The comparison between Canada and Sweden is well founded. There is a need for research that surpasses the North American tendency to idealize Nordic countries as a Paradise for women. The range of articles in this collection explores this myth with reference to a wide range of public policies: immigration, employment, political participation, education, family policy, health, sexuality and sexual orientation. The authors generally succeed in bringing out the main theme of women’s organizing in different public policy areas in the two countries. However, there is some unevenness in the incorporation of women’s organizations into the discussion of various policies. Some (e.g. Rianne Mahon), focus less on women’s organizing, whereas others (e.g. Barbara Cameron and Lena Gonäs) present a more dynamic view in which the actions and reactions of women’s organizations are more fully explored. This unevenness may be reflective of the interdisciplinary nature of the collection, and in no way diminishes the solid thematic unity of the book.

Linda Briskin’s introductory article about the themes in women’s organizing in Sweden and Canada is an excellent overview of the dilemmas presented by the differences of insider vs. outsider organizing in the women’s movement.
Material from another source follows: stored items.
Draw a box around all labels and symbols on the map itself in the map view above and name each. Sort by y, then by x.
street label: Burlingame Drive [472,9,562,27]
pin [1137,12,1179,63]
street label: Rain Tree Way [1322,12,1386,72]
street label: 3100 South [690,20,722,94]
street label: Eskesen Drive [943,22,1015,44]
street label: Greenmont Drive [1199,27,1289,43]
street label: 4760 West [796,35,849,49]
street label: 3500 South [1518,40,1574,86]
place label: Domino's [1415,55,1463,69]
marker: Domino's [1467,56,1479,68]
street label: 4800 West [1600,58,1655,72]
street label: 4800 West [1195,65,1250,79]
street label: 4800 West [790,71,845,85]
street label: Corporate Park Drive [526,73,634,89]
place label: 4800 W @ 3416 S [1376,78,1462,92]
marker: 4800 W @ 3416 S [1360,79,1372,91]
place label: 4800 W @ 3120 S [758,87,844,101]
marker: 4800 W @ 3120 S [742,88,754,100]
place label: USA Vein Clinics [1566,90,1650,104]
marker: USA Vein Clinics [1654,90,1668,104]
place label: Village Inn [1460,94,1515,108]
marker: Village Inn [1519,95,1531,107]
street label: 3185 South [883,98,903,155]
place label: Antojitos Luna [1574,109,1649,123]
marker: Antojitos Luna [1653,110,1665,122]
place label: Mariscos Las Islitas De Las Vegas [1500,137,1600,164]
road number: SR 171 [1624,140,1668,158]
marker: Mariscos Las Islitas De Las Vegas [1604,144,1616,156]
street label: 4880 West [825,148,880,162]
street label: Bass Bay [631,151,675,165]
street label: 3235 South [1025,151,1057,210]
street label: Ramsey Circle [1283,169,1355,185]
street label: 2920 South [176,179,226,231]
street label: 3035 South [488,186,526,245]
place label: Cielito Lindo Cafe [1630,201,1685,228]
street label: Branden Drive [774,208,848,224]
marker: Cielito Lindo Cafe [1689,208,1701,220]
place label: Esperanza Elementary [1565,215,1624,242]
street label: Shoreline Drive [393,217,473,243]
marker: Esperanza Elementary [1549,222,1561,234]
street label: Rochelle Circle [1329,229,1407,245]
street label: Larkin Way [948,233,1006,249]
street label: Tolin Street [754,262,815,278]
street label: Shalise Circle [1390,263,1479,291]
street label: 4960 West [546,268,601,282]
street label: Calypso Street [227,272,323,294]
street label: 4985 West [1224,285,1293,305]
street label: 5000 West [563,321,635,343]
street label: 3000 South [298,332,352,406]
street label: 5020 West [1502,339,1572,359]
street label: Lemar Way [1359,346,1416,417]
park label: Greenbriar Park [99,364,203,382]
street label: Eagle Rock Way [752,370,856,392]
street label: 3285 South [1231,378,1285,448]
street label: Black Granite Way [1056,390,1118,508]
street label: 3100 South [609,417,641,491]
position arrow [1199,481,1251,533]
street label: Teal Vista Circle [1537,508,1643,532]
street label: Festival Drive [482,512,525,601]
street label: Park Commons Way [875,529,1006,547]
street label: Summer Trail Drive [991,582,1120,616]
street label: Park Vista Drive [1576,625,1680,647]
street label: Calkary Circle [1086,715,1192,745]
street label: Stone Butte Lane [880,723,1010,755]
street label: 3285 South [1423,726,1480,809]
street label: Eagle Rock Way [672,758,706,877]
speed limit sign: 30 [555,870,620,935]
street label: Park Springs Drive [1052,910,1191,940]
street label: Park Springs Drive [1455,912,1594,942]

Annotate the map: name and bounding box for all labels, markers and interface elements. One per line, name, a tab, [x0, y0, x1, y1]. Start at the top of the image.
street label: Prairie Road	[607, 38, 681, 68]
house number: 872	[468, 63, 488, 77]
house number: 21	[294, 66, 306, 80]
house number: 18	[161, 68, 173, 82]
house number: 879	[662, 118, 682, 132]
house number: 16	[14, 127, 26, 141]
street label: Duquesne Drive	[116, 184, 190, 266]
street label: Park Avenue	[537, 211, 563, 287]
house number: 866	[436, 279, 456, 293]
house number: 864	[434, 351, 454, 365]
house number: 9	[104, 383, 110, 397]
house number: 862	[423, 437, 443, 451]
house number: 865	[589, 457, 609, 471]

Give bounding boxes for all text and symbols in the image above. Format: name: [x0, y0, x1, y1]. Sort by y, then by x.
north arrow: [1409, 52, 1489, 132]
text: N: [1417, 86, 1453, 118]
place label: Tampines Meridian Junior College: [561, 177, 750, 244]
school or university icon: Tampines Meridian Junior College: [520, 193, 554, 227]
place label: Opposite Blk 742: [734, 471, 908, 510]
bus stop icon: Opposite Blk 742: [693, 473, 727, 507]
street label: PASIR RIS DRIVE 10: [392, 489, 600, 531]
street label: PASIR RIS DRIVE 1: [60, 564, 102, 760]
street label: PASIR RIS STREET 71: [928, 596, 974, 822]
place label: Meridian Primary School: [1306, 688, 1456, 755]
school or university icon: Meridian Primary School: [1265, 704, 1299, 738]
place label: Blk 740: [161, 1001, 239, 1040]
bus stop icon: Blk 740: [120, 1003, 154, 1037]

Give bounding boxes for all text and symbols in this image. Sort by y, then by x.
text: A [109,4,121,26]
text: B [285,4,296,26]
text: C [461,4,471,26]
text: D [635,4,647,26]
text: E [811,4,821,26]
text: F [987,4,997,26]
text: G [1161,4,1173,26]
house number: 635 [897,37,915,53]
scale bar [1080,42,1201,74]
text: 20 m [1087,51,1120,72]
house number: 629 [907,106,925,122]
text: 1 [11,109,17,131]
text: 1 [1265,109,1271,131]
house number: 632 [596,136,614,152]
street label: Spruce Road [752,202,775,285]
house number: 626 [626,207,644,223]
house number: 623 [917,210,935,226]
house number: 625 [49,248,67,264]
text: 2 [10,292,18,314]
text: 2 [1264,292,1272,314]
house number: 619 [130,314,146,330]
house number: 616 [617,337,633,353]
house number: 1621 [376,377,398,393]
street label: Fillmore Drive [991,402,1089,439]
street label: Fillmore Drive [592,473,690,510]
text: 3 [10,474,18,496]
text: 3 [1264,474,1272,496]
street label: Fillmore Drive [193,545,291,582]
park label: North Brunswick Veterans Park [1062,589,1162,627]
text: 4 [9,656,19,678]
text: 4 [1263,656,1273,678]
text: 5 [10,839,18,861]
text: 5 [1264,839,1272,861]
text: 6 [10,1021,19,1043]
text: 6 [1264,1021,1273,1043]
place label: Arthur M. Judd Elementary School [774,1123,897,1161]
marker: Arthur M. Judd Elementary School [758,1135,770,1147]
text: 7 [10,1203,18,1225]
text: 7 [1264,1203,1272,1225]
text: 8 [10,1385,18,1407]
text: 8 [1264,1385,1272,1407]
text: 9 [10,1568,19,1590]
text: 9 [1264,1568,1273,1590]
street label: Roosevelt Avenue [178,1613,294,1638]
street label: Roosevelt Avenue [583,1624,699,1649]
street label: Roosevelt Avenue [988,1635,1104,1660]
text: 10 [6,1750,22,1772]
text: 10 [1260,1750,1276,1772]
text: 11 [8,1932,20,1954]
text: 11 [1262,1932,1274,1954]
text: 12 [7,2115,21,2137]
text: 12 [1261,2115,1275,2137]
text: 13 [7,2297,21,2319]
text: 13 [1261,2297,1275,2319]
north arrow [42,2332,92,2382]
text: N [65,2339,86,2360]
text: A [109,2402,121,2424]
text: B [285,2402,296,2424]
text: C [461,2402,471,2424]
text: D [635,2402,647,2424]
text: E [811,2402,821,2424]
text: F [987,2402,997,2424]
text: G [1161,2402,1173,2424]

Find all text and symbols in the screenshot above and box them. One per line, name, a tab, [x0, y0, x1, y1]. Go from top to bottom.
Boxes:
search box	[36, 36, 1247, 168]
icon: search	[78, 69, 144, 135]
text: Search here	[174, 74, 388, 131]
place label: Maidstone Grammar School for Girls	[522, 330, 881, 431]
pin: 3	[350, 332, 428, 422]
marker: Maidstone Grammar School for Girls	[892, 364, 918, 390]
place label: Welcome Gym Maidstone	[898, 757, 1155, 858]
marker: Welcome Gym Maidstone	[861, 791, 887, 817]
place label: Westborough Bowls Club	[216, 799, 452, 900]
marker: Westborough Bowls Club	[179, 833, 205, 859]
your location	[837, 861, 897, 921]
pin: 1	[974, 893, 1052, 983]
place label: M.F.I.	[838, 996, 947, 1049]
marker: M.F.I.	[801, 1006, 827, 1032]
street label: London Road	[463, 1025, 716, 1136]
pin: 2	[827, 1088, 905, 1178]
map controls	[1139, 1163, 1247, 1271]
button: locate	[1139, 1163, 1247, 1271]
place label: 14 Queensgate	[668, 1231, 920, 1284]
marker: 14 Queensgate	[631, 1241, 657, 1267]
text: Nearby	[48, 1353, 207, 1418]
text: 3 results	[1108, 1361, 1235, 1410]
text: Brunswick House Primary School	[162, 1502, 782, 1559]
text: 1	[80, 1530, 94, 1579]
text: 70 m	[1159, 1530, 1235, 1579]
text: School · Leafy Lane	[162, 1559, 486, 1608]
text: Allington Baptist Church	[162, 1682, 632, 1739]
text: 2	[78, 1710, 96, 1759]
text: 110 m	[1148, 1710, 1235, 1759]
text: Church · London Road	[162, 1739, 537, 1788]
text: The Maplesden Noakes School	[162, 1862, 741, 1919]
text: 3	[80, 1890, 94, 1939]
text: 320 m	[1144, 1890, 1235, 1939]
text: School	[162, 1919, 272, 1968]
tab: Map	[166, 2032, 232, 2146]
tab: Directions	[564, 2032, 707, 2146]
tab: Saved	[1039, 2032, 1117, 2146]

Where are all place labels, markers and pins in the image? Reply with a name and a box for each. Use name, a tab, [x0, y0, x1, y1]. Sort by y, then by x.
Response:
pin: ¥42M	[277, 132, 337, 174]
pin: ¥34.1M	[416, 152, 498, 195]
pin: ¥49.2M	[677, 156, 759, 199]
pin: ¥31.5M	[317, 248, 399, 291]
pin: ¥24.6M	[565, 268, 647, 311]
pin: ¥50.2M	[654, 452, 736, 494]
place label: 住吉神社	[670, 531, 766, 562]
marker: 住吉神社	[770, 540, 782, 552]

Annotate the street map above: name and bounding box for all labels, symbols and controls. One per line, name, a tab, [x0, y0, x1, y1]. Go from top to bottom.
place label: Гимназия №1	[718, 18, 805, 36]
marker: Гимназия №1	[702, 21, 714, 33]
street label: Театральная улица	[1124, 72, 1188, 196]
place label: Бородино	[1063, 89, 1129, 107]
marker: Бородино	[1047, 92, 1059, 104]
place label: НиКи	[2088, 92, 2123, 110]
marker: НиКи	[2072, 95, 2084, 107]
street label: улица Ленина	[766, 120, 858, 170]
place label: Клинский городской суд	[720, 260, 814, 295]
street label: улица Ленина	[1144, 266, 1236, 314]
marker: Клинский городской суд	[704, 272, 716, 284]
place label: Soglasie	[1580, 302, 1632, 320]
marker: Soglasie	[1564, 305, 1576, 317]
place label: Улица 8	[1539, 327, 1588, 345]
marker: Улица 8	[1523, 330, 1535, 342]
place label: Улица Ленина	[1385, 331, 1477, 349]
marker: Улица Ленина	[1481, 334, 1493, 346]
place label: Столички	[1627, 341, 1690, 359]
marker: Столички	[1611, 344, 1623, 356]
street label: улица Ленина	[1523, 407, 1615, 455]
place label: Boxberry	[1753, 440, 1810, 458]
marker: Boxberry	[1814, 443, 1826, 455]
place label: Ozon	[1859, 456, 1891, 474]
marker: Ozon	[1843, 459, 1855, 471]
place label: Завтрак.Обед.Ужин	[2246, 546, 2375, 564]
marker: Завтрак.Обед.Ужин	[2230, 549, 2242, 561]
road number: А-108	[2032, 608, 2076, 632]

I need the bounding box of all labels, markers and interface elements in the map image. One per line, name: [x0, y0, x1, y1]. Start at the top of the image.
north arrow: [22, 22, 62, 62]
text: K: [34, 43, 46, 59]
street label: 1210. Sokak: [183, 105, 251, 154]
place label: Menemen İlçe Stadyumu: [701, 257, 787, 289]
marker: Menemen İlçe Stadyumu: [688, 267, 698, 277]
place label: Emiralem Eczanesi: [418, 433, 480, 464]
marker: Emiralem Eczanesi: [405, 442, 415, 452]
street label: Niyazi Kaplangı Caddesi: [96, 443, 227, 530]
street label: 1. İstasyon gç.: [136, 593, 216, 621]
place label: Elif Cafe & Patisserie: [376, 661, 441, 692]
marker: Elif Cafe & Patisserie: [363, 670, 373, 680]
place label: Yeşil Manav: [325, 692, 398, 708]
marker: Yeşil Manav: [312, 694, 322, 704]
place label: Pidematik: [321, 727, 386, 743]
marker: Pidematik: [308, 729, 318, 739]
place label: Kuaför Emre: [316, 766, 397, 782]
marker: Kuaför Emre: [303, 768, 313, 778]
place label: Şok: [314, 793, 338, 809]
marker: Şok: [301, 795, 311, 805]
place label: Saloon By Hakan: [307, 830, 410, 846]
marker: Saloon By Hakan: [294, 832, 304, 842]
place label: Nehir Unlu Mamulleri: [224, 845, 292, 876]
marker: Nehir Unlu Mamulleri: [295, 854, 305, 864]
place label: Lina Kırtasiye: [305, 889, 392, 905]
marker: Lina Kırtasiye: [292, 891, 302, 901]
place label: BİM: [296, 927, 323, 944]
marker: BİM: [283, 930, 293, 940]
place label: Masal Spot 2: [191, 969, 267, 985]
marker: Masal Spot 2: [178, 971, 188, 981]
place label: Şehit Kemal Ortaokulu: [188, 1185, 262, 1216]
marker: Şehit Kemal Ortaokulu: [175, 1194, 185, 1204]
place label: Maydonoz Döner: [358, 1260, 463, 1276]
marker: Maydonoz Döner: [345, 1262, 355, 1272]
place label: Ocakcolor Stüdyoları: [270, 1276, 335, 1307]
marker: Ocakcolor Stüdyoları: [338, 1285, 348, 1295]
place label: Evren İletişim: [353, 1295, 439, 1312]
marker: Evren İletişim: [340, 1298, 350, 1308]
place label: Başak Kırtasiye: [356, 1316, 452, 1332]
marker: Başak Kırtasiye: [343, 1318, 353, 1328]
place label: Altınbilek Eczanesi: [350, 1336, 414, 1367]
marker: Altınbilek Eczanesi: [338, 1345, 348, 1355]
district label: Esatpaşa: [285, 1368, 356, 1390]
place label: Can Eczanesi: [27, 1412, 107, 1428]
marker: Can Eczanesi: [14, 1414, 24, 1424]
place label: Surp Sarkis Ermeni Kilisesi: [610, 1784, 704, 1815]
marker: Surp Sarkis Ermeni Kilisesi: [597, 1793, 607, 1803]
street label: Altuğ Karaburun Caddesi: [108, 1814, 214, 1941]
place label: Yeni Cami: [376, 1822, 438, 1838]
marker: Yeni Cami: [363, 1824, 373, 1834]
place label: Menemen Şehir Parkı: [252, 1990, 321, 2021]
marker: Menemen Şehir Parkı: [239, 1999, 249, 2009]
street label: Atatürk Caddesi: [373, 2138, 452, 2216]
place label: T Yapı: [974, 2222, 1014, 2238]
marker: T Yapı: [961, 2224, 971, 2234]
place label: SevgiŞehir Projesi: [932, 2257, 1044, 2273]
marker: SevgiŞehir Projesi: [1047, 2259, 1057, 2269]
The chapter is nicely complemented by the tightly packaged overview of women’s organizing and state initiatives in Sweden and Canada by Christina Bergqvist and Sue Findlay. Together, these two contributions are a useful addition to feminist organizational sociology where the insider/outsider conceptual theme is being fully developed in the late 1990s. This main theme is explored by most of the other authors in this collection, most of whom avoid the dangers of oversimplification of the distinction between Sweden’s institutionalized (insider) women’s politics and the general social movements (outsider) orientation in Canada. Together, the articles present a rich and complex picture of women’s input in different policy areas in the two countries.

A most useful contribution in this regard is by Barbara Cameron and Lena Gonäs, whose examination of economic and political integration (North American free trade agreements and the European Union) gives substance to the frequently abstract and overly generalized arguments about the dangers of globalization. The authors identify specific concerns of women’s organizations regarding the balance of labour market policies and social services. The commonalities between Canada and Sweden give substance to the general observation that more centralized mechanisms are less conducive to women’s participation and input. The authors conclude that the Swedish women’s insider position in politics is better able to forward a women’s agenda. However, they also imply that Swedish women’s political locus promotes an incorporation of a wider range of women’s political ideologies. This may result in the muting of a more critical feminist viewpoint, even though women are being institutionalized in the structures of the European Union. Accompanied with this paradox is the legal dichotomy between production and reproduction which calls for completely new organizational strategies and alliances in the women’s movement. The complex dynamics of women’s participation and representation are brought forth with crisp clarity.

Some of the other articles do not fully live up to the theoretical promise and methodological rigour of the contributions mentioned in the last two paragraphs. In the light of recent theorizing in the area of women and citizenship, I would have welcomed more fresh insights that would catalyze further research. Thus, although generally useful and sound, Rianne Mahon’s treatment of child care policy, Linda Briskin’s chapter on women in unions, Mona Eliasson and Colleen Lundy’s article on violence against women, and Becki L. Ross and Catharina Lundström’s discussion of lesbian identity and organizing are somewhat predictable. Chantal Maillé’s treatment of women’s organizations and political parties is more promising because it begins with a theoretical discussion of representation. Unfortunately, the theoretical premise is not fully carried to the conclusions. The chapters on immigration by Wuokko Knocke and Roxana Ng, and on education by Rebecca Priegert Coulter and Inga Wernersson, clearly outline the policies in the respective areas. However, both would benefit from additional comparative statistics, to orient readers to the significance of the issues they discuss. A similar weakness is evident in Georgina Feldberg and Marianne Carlsson’s chapter on women’s health. More justifications are needed for the selection of fibromyalgia as an important health issue for women over such major health concerns as cardiovascular diseases.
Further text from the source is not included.